Example 1 starts with any field and defines the objects, the addition rule and the scalar multiplication rule. We must show the set of $n$-tuples satisfies the eight properties required in the definition.

(1) Addition is commutative. Let $\alpha=(x_1,\dots,x_n)$ and $\beta=(y_1,\dots,y_n)$ be two $n$-tuples. Then $$\alpha+\beta = (x_1+y_1,\dots,x_n+y_n).$$ And since $F$ is commutative this equals $(y_1+x_1,\dots,y_n+x_n)$, which equals $\beta+\alpha$. Thus $\alpha+\beta=\beta+\alpha$.

(2) Addition is associative. Let $\alpha=(x_1,\dots,x_n)$, $\beta=(y_1,\dots,y_n)$ and $\gamma=(z_1,\dots,z_n)$ be three $n$-tuples.
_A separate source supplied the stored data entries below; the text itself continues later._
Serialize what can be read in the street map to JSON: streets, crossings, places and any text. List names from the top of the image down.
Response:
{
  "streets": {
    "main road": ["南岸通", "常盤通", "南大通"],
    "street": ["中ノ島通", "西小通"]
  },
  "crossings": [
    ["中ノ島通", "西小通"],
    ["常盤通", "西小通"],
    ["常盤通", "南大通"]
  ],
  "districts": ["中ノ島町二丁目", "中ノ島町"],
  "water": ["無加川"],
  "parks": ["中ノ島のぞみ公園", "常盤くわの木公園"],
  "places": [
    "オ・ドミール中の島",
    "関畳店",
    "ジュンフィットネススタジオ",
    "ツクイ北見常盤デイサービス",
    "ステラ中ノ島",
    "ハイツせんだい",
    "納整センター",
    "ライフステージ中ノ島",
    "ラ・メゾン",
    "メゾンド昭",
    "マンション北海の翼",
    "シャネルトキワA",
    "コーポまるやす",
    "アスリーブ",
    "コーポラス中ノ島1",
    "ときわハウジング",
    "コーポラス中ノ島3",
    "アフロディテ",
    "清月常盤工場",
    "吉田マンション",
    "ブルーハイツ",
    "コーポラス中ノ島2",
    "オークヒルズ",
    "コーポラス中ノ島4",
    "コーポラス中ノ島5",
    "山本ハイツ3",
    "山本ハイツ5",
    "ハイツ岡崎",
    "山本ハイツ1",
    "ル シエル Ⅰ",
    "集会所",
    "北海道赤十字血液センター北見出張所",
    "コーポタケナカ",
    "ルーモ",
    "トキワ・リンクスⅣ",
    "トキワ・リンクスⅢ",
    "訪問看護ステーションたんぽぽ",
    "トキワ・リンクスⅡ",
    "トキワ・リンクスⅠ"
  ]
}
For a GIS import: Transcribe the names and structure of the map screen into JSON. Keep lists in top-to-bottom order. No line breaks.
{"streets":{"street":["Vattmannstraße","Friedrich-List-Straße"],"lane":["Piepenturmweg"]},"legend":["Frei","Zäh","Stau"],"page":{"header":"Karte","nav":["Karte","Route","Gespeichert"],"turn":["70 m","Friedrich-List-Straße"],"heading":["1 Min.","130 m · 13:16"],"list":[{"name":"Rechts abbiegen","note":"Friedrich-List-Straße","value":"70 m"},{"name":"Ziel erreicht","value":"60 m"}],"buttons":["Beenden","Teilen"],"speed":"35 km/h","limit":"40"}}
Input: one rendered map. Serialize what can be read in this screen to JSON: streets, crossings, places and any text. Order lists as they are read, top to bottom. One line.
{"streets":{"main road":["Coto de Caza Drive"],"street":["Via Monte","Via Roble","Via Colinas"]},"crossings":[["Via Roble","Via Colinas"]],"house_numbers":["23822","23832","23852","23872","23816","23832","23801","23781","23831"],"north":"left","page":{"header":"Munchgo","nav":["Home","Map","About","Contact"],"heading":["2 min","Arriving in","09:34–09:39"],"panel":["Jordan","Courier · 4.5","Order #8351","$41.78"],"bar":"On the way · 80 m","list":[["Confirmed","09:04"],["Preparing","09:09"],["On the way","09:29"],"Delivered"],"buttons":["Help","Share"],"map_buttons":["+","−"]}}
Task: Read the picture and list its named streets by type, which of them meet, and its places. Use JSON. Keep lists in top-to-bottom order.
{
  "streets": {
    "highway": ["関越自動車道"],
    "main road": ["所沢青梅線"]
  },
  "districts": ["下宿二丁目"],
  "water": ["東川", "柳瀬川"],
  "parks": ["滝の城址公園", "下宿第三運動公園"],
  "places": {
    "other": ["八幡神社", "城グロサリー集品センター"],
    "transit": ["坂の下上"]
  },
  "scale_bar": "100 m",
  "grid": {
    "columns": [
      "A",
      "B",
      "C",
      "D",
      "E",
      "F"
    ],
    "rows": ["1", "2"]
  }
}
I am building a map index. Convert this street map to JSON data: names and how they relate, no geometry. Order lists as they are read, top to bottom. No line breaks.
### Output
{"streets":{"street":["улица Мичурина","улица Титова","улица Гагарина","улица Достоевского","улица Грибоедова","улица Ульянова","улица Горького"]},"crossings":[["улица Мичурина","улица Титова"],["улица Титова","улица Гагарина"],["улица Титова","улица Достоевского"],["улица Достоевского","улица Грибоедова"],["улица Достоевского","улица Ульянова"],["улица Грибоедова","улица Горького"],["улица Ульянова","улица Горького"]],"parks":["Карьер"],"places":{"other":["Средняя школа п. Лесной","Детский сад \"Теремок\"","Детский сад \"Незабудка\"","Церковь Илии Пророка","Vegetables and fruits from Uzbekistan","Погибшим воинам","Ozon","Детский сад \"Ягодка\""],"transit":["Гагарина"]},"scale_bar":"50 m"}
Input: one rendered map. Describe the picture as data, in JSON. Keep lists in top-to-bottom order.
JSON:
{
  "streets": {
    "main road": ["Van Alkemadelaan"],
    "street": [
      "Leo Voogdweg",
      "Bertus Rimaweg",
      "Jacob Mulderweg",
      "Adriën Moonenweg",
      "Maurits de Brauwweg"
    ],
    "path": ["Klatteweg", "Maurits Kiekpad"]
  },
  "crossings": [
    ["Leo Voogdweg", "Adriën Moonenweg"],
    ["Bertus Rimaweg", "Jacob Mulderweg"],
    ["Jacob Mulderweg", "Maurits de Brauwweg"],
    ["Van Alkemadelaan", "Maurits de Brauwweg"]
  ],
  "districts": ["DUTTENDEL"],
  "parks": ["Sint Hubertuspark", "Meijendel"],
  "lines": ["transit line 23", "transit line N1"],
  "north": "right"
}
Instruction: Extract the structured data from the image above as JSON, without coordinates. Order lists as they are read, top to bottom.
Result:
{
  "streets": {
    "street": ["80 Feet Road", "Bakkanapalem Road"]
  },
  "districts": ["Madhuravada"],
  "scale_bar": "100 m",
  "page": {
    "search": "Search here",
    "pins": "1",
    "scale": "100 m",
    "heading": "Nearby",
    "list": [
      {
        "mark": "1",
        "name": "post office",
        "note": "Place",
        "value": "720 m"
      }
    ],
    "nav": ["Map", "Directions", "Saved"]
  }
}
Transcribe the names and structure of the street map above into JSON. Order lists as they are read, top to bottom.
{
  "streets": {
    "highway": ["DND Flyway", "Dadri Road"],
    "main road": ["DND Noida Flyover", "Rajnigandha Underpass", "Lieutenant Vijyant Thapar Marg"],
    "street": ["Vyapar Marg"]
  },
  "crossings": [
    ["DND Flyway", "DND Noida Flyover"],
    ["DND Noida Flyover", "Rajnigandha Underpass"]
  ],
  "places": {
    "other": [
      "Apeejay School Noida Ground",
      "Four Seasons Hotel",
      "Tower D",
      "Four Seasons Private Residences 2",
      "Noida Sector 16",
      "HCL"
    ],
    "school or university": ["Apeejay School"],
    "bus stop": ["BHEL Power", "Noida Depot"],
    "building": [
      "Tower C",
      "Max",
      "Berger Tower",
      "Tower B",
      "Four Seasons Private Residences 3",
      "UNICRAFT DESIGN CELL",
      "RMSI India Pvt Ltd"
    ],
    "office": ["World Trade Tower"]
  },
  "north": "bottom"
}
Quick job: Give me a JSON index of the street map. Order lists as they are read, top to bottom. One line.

Then $$(\alpha+\beta)+\gamma=((x_1+y_1)+z_1,\dots,(x_n+y_n)+z_n).$$ And since $F$ is associative this equals
$$(x_1+(y_1+z_1),\dots,x_n+(y_n+z_n)),$$ which equals $\alpha+(\beta+\gamma)$.

(3) We must show there is a unique vector $0$ in $V$ such that $\alpha+0=\alpha$ $\forall$ $\alpha\in V$. Consider $(0_F,\dots,0_F)$ the vector of all $0$’s of length $n$, where $0_F$ is the zero element of $F$. Then this vector satisfies the property that $$(0_F,\dots,0_F)+(x_1,\dots,x_n)=(0_F+x_1,\dots,0_F+x_n)=(x_1,\dots,x_n)$$ since $0_F+x=x$ for all $x\in F$. Thus $(0_F,\dots,0_F)+\alpha=\alpha$ $\forall \alpha\in V$. We must just show this vector is unique with respect to this property. Suppose $\beta=(x_1,\dots,x_n)$ also satisfies the property that $\beta+\alpha=\alpha$ for all $\alpha\in V$. Let $\alpha=(0_F,\dots,0_F)$. Then $$(x_1,\dots,x_n)=(x_1+0_F,\dots,x_n+0_F)=(x_1,\dots,x_n)+(0_F,\dots,0_F)$$ and by definition of $\beta$ this equals $(0_F,\dots,0_F)$. Thus $(x_1,\dots,x_n)=(0_F,\dots,0_F)$. Thus $\beta=\alpha$ and the zero element is unique.

(4) We must show for each vector $\alpha$ there is a unique vector $\beta$ such that $\alpha+\beta=0$. Suppose $\alpha=(x_1,\dots,x_n)$. Let $\beta=(-x_1,\dots,-x_n)$. Then $\beta$ has the required property $\alpha+\beta=0$. We must show $\beta$ is unique with respect to this property. Suppose also $\beta’=(x’_1,\dots,x’_n)$ also has this property. Then $\alpha+\beta=0$ and $\alpha+\beta’=0$. So $$\beta=\beta+0=\beta+(\alpha+\beta’)=(\beta+\alpha)+\beta’=0+\beta’=\beta’.$$

(5) Let $1_F$ be the multiplicative identity in $F$. Then $1_F \cdot(x_1,\dots,x_n)=(1\cdot x_1,\dots,1\cdot x_n)=(x_1,\dots,x_n)$ since $1_F\cdot x=x$ $\forall$ $x\in F$. Thus $1_F\alpha=\alpha$, for all $\alpha\in V$.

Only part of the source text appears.